### EXERCISE INSTRUCTIONS
When you find the line with "context = document.querySelector('canvas').getContext('2d');" among the records below, reproduce it and each line after it exactly, ending with the line with "[204,1279,409,1365,421,1395,153,2026,11,2026,10,1495,132,1296]".

____________

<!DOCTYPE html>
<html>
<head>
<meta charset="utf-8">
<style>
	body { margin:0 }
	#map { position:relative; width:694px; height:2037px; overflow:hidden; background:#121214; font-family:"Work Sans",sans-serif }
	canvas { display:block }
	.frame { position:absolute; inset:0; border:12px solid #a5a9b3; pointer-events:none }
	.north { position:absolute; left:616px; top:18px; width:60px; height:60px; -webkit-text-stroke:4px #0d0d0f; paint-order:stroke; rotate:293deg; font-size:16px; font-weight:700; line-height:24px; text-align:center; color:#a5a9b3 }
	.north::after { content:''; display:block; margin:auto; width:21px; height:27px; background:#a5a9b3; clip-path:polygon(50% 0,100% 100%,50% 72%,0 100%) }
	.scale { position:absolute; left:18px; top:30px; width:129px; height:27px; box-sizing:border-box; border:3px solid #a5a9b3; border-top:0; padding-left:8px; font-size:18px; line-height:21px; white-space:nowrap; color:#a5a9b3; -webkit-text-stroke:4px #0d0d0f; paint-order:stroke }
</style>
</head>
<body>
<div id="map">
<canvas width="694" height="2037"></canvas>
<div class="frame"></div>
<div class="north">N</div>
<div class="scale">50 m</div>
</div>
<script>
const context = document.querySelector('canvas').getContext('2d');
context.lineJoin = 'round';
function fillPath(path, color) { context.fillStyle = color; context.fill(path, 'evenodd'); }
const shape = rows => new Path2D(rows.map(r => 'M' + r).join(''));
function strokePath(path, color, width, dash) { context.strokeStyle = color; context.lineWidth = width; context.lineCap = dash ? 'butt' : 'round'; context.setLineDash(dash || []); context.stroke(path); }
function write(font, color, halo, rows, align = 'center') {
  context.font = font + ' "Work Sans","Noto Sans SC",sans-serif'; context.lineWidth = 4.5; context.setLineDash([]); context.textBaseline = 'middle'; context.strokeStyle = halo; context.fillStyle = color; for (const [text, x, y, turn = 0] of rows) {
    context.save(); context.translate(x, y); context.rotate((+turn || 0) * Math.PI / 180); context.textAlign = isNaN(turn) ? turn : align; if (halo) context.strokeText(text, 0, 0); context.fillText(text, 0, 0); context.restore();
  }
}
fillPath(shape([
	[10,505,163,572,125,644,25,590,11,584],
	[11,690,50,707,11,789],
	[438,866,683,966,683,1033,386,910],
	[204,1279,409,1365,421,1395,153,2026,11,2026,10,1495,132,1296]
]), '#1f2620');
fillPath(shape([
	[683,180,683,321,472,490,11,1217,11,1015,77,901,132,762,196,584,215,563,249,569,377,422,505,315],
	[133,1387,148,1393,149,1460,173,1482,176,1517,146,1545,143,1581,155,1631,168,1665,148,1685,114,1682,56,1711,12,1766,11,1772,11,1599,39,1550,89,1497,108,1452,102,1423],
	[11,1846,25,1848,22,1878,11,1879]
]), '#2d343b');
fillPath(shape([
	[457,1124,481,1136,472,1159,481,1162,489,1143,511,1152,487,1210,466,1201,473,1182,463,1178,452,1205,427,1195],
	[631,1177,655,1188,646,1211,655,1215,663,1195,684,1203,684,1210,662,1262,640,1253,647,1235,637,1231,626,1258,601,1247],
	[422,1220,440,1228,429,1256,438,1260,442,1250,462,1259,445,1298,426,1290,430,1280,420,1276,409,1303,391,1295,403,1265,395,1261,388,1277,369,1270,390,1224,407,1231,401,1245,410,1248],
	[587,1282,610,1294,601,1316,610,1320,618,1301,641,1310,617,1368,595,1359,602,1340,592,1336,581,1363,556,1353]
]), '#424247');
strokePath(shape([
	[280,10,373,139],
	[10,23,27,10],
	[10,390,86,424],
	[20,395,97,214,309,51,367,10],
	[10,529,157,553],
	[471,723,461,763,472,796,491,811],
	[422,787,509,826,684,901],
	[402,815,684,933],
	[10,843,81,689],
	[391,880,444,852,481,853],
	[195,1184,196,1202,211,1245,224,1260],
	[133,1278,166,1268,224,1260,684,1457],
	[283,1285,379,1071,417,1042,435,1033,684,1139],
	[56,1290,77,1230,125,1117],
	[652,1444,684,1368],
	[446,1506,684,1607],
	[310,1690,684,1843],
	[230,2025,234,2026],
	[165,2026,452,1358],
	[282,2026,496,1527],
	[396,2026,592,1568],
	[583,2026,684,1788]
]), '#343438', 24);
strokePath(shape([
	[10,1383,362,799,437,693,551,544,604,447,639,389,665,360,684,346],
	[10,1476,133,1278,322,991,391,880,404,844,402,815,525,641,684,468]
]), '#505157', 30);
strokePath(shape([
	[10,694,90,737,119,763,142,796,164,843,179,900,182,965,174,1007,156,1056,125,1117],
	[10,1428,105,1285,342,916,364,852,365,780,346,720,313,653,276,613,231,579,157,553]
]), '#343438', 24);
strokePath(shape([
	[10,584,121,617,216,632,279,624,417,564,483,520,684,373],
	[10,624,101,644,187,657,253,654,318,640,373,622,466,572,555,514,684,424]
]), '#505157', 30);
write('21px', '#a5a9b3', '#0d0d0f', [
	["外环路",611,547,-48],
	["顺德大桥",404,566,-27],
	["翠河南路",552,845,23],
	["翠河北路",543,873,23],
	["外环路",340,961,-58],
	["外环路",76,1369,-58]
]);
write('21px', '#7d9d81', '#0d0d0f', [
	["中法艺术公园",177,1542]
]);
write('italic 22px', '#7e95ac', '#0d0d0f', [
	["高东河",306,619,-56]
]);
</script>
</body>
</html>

____________

### PROBLEM SOLUTION
const context = document.querySelector('canvas').getContext('2d');
context.lineJoin = 'round';
function fillPath(path, color) { context.fillStyle = color; context.fill(path, 'evenodd'); }
const shape = rows => new Path2D(rows.map(r => 'M' + r).join(''));
function strokePath(path, color, width, dash) { context.strokeStyle = color; context.lineWidth = width; context.lineCap = dash ? 'butt' : 'round'; context.setLineDash(dash || []); context.stroke(path); }
function write(font, color, halo, rows, align = 'center') {
  context.font = font + ' "Work Sans","Noto Sans SC",sans-serif'; context.lineWidth = 4.5; context.setLineDash([]); context.textBaseline = 'middle'; context.strokeStyle = halo; context.fillStyle = color; for (const [text, x, y, turn = 0] of rows) {
    context.save(); context.translate(x, y); context.rotate((+turn || 0) * Math.PI / 180); context.textAlign = isNaN(turn) ? turn : align; if (halo) context.strokeText(text, 0, 0); context.fillText(text, 0, 0); context.restore();
  }
}
fillPath(shape([
	[10,505,163,572,125,644,25,590,11,584],
	[11,690,50,707,11,789],
	[438,866,683,966,683,1033,386,910],
	[204,1279,409,1365,421,1395,153,2026,11,2026,10,1495,132,1296]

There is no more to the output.